The output of my encoder is assume (2, 64, 256) so 2 layers of LSTM with a hidden size of 128 and I concatenate both directions. My question is, Say I initialized the decoder LSTM with same setup as encoder i.e., 2 layers bidirectional and hidden_dim of 256. Now the decoder expects a 4, 64, 256 tensor. How to init the tensor. Should I just keep the layers and directions separate and pass as it is or Is there a correct way to do this ? Each row in the encoder hidden tensor which is of shape 2, 64, 256 is the final hidden state of each layer in encoder.

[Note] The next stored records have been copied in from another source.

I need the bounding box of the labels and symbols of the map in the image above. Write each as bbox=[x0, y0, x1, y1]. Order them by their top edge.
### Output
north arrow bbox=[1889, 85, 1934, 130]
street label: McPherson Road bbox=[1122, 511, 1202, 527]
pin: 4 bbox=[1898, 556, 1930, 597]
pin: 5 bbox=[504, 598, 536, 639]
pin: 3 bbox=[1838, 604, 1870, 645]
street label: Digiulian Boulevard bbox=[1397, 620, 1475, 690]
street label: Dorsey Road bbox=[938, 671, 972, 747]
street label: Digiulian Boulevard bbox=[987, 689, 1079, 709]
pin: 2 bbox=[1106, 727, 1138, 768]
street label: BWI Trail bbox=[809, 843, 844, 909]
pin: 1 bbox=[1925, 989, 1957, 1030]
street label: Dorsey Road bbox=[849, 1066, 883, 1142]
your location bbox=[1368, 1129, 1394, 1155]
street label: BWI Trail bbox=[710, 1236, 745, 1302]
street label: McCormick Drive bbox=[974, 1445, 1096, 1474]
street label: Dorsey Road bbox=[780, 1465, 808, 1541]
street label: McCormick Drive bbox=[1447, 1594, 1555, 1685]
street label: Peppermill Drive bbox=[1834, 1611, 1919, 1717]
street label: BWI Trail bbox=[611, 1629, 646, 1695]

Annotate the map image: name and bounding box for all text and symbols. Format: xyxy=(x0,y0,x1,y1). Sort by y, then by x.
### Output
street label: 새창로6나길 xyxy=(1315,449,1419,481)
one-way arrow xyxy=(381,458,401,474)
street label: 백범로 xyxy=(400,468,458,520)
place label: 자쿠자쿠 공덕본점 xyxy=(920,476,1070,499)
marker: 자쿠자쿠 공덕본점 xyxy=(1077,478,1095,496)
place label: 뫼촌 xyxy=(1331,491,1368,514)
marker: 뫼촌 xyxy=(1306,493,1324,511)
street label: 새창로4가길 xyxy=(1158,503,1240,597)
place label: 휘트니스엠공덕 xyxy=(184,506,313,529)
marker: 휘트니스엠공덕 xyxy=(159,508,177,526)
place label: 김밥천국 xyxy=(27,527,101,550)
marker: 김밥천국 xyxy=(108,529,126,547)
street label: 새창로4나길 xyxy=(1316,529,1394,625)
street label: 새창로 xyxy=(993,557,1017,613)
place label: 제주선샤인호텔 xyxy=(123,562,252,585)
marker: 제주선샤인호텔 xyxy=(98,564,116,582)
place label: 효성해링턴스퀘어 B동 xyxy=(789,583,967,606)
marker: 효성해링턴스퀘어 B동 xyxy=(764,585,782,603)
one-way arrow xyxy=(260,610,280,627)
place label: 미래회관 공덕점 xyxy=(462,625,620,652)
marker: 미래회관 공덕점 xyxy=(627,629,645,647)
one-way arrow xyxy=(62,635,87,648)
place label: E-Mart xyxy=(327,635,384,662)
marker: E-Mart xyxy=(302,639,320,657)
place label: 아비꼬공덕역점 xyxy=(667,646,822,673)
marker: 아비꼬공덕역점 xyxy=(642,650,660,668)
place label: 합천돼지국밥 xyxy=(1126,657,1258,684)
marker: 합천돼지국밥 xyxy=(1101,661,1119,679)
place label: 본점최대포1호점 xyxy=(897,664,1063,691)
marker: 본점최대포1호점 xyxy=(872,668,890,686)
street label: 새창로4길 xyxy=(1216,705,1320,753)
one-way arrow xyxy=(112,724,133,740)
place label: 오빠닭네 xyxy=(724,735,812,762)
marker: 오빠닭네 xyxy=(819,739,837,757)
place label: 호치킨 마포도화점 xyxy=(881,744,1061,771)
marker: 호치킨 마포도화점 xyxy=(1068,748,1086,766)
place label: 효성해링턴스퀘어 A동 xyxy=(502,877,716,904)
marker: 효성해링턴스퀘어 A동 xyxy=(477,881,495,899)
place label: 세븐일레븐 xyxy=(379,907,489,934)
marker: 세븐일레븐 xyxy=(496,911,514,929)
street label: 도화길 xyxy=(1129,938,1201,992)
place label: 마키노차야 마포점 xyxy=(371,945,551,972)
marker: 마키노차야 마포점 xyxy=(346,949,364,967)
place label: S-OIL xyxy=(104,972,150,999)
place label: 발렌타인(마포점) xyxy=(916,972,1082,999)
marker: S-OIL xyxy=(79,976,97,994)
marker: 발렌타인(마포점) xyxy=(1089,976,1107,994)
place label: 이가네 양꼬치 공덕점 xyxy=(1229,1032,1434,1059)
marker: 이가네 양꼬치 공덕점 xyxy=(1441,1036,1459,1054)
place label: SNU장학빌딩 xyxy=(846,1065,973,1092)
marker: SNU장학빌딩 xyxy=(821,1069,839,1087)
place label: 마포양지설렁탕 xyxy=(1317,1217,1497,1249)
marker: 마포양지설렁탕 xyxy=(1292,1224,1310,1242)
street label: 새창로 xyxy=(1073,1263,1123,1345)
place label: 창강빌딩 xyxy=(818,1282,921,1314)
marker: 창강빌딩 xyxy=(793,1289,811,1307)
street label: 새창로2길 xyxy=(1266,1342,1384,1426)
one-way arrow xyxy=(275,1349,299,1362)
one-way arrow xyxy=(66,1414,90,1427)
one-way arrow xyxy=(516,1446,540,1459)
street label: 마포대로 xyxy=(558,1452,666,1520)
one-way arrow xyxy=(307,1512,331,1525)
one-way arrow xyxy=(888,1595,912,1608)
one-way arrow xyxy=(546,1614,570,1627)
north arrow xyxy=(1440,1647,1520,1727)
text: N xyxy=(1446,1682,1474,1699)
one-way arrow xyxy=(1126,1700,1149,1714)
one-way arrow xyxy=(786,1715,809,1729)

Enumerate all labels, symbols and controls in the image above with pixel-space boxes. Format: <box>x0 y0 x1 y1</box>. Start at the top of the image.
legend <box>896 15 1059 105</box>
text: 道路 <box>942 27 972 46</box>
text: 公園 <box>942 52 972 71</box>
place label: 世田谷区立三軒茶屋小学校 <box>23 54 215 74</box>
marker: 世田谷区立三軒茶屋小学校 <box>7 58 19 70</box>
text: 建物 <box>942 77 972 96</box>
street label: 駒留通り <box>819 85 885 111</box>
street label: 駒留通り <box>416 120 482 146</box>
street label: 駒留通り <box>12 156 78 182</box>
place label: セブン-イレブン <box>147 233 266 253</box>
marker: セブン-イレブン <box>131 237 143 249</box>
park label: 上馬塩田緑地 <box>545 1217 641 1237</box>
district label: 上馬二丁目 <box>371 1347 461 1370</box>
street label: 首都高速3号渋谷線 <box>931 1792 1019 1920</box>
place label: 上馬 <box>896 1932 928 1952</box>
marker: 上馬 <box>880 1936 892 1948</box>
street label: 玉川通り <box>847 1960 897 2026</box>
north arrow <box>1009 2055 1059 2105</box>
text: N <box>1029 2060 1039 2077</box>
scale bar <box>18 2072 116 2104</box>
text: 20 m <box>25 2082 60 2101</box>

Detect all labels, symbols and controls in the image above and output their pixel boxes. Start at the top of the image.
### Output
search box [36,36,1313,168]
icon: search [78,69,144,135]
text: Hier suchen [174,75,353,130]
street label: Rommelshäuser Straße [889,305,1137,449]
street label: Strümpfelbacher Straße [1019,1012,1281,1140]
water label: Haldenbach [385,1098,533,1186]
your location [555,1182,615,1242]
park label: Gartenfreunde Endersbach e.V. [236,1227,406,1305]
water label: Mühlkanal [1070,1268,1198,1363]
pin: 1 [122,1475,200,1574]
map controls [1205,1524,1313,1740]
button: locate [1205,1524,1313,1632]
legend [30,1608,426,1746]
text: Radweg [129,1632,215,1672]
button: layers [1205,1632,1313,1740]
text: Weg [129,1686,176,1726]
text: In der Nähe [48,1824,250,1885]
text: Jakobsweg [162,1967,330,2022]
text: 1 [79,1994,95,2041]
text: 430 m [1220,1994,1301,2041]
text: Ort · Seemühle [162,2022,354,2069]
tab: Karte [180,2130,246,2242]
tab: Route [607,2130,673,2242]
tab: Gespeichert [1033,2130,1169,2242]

Doesn’t the decoder only expect the last hidden_state of encoder which means should I only pass -1, 64, 256 from encoder and initialize the rest with zeros ?

see with this code is your problem solved?

```
import torch
import torch.nn as nn
encoder_hidden_state = torch.randn(4, 64, 128) # (num_layers * num_directions, batch_size, hidden_size)
encoder_cell_state = torch.randn(4, 64, 128)
num_layers = 2
num_directions = 2
hidden_size = 128
batch_size = 64
decoder_initial_h_0 = encoder_hidden_state # Shape should be (num_layers * num_directions, batch_size, hidden_size)
decoder_initial_c_0 = encoder_cell_state # Same shape as h_0
decoder_lstm = nn.LSTM(input_size=256, hidden_size=hidden_size, num_layers=num_layers, bidirectional=True)
decoder_input = torch.randn(10, batch_size, 256) # Assuming 10 time steps
decoder_output, (h_n, c_n) = decoder_lstm(decoder_input, (decoder_initial_h_0, decoder_initial_c_0))
print(f"Decoder output shape: {decoder_output.shape}")
print(f"Decoder hidden state shape: {h_n.shape}")
print(f"Decoder cell state shape: {c_n.shape}")
```

Thanks for the reply farshid, The way you described is passing the hidden state of encoder as it is to the decoder. I was wondering if it should be done in the way you mentioned. I feel like passing the forward final hidden state of encoder to forward decoder and backward to backward is not the correct way. But, I might be wrong. I wanted to know if there’s a correct way to do this.